The drumers start every rehearsal by warming up in the headquarter’s activity room. (Yulin Yu | The Media School)

“Entertainment brings people in,” said Charles Sseruyange, the HIV negative instructor of the drama group. “When they perform, they are happy and people can feel them,” he said.

Sserugyange has instructed the drama group since 2010. He brings different styles of art to the group, including traditional drumming, choral arrangements and African dance.

Sseruyange leads the weekly rehearsal every Monday in a TASO activity room. The June 6 session started with a brainstorming session.

Every member sat in a circle and presented their thoughts. The discussion was lively. Members of the drama group described what they wanted to present for the president at the next day’s performance. All were aware of the presidential fast track initiative aimed at ending AIDS in Uganda.

Then Sarah began dancing, vibrating her bottom as the goat hair decoration was swinging on her body. She lifted her chest, spread out her arms and smiled broadly.

“I am very happy” Sarah said.

Finding love in Drama group

The group has proven to be more than just support for Sarah. She also found her new beloved, Kayiwa Mahmoud, an HIV-positive man who joined the group two years after Sarah. They provide each other with a special understanding and support.

Sarah Kayiwaais HIV-positive. She joined the drama group in 2005. “Dancing helps me exercise and overcome stress,” Kayiwaa Said. (Yulin Yu | The Media School)

Kayiwa Mahmoud is HIV-positive. He joined the drama group in 2014. “The message you give to music or the message you give to drama. That’s how we flight (HIV) sigma.” (Yulin Yu | The Media School)

Mahmoud and Sarah started their relationship as friends. They always sat together at lunch with the group after Monday rehearsals.

During hundreds of rehearsals and performances, Sarah was shaking her hips with the rhythm created by Mood on his drums.

After pursuing in-depth friendship for six months, Sarah and Mood took a boda boda (a motorcycle taxi) to Lutembe Beach in July 2007. They talked and walked in the beach. Mood held Sarah’s hand and asked for a serious relationship. Sarah said she was very happy and they kissed

Sarah has been dating Mahmoud for a decade now without an official marriage. They live together with their own HIV-negative children.

“We are so happy,” Sarah said, “I love my handsome husband.”

Performing for the President and new hope for HIV positive people

On Tuesday, Sarah and the other drama group members left the TASO office at 7 a.m. for the trip across town to the Imperial Royal Hotel where they would perform for President Museveni.

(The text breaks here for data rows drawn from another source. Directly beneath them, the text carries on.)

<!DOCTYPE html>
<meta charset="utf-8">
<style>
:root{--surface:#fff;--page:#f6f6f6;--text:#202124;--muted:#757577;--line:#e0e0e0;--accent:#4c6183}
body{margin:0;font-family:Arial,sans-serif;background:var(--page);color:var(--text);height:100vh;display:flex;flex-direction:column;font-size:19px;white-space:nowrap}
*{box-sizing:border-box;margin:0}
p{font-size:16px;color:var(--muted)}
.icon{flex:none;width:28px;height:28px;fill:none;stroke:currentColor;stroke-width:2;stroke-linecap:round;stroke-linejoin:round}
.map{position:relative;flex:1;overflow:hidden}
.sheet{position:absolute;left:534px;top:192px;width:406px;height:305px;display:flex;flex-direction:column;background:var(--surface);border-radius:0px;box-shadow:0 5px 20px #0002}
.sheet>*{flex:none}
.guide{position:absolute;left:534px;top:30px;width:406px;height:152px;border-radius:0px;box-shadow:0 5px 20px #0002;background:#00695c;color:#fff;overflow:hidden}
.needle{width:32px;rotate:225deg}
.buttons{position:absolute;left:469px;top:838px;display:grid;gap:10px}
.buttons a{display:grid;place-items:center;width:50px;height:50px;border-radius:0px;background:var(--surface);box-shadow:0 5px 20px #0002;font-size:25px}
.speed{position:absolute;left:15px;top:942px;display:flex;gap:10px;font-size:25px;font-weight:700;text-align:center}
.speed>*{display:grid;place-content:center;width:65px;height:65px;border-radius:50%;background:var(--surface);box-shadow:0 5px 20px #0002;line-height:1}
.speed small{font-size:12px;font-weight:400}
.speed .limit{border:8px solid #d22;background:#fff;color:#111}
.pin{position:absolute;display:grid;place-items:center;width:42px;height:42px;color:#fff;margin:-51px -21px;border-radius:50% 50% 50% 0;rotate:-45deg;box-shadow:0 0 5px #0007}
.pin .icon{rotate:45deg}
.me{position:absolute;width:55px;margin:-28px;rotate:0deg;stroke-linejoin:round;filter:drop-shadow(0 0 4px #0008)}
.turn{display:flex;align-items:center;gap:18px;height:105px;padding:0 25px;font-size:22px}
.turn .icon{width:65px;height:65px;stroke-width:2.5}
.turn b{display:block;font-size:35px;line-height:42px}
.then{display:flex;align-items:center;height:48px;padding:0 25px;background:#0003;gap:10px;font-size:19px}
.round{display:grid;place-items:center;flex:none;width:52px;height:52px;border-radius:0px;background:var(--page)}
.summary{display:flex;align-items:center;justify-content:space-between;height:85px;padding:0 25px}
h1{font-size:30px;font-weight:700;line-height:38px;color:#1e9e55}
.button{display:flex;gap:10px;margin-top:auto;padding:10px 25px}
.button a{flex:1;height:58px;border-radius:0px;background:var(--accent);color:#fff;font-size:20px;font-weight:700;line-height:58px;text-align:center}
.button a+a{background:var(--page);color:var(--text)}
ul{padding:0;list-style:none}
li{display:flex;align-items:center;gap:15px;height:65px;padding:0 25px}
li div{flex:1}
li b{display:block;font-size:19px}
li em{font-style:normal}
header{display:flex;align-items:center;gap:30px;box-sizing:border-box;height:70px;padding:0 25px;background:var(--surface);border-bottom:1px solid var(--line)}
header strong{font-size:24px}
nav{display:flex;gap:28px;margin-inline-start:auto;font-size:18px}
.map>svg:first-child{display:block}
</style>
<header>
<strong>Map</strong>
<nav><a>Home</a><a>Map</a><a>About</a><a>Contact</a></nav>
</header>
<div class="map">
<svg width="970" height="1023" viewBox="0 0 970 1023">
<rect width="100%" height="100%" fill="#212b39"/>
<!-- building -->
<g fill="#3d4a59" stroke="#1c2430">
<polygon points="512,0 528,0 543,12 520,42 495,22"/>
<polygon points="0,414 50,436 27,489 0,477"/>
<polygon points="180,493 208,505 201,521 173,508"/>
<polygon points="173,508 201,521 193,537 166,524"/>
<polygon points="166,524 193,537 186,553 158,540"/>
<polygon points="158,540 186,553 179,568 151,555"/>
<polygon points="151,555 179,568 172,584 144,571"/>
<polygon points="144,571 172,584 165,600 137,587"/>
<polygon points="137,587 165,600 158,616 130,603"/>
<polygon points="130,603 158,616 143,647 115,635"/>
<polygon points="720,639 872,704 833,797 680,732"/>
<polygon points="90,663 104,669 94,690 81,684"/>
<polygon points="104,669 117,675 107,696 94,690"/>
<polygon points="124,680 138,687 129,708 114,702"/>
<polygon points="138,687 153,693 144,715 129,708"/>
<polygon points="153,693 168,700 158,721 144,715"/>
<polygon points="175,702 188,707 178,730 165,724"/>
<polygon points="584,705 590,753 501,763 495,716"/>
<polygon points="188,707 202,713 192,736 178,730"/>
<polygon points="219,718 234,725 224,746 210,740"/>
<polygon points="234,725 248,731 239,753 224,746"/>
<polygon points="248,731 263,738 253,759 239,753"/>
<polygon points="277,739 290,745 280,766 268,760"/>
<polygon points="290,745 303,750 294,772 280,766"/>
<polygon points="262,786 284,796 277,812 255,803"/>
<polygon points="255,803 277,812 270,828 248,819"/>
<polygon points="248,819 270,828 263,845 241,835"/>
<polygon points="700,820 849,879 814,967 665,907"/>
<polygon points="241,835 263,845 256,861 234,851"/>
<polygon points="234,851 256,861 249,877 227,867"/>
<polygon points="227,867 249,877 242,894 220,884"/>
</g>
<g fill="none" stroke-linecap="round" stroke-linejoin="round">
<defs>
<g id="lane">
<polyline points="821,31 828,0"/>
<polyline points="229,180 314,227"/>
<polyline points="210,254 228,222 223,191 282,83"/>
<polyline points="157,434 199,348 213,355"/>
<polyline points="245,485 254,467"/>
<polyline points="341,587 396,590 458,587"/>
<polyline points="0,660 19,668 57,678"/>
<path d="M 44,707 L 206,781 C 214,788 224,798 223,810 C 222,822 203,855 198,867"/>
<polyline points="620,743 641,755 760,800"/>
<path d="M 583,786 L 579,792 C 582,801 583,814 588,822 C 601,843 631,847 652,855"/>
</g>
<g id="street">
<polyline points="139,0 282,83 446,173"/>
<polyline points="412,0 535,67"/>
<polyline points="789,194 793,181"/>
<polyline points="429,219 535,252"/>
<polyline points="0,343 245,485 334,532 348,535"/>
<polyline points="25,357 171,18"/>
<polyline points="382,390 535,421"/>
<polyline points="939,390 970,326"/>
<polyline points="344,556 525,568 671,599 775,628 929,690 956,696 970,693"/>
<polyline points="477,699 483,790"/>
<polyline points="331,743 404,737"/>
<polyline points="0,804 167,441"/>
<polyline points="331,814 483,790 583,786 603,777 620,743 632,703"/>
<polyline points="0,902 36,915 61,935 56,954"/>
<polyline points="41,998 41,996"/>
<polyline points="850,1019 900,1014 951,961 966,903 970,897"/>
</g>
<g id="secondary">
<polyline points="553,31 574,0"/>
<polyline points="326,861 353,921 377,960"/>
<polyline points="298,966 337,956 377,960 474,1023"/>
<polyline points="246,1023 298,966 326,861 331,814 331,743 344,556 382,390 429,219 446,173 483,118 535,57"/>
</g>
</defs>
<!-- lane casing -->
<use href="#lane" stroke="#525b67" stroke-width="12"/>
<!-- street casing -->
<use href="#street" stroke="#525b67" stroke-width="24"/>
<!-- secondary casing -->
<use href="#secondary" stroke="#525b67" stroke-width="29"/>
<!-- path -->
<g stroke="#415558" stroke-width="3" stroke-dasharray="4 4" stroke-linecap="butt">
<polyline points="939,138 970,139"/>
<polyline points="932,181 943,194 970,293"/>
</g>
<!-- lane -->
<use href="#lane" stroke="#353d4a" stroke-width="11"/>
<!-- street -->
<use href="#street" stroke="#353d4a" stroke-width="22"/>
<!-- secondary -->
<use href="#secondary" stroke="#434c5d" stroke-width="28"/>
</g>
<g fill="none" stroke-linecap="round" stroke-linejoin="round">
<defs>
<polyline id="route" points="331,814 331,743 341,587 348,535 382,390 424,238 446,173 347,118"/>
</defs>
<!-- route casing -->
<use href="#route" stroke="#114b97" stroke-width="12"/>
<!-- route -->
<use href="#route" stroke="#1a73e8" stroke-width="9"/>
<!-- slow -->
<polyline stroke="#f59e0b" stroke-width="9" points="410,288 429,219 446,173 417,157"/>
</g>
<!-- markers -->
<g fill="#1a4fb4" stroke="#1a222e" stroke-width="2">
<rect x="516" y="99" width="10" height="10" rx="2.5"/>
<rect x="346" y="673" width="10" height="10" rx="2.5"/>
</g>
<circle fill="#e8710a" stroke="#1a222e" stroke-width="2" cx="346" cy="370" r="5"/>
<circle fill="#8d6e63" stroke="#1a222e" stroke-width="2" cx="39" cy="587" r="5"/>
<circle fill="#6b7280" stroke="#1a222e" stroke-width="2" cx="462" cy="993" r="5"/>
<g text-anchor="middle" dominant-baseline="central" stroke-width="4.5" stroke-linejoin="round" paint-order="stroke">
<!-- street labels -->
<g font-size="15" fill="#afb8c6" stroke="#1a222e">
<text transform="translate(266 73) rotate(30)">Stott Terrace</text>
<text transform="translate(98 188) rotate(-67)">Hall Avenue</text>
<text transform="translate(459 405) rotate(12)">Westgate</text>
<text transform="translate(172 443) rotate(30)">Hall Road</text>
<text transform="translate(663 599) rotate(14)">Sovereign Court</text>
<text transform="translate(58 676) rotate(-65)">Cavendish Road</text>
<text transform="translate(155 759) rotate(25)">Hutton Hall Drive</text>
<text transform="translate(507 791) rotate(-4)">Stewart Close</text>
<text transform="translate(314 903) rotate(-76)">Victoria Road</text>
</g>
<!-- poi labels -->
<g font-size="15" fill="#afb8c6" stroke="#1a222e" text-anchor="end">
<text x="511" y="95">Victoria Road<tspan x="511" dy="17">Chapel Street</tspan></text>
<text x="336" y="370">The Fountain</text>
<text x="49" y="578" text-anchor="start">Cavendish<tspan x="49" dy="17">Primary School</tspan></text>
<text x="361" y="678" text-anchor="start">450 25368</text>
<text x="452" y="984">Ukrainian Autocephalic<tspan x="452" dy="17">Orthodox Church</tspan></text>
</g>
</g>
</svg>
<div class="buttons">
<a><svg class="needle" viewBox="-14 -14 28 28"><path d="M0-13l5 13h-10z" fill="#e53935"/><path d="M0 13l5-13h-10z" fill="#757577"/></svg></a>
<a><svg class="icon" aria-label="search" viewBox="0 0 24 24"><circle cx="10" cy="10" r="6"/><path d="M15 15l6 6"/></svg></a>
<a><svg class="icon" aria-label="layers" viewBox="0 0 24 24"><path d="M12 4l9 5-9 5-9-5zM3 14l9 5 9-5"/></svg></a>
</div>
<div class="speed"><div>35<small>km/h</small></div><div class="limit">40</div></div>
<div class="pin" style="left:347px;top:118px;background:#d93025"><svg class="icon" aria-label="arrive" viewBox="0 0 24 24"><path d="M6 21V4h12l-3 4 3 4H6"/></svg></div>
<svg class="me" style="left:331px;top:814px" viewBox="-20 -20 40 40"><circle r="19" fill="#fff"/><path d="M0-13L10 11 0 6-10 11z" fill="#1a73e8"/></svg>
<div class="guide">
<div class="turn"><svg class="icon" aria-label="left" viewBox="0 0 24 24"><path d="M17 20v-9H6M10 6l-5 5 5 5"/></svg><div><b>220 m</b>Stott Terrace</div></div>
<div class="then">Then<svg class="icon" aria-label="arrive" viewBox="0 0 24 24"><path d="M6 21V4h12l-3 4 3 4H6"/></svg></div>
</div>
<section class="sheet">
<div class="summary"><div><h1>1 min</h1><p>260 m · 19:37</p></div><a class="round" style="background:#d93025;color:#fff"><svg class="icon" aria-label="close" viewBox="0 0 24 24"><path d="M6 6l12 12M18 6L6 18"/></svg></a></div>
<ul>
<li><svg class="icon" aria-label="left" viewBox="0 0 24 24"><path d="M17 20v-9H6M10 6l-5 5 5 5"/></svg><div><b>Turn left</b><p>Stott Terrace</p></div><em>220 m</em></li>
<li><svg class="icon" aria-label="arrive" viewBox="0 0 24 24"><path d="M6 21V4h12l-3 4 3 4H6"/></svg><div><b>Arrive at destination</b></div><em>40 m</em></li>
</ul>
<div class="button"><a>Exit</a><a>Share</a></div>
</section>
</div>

As they walked out together after the performance, neither Sarah nor Mahmoud could have ever imagined that they would be in love and together performing for a president who was so adamant about ending the HIV epidemic in Uganda.

With the ambitious goal from President Museveni to promote a five-point plan to end HIV/AIDS in Uganda by 2030, the TASO Drama Group is working on repackaging their message so that it more tightly aligns with the president’s encouraging plan.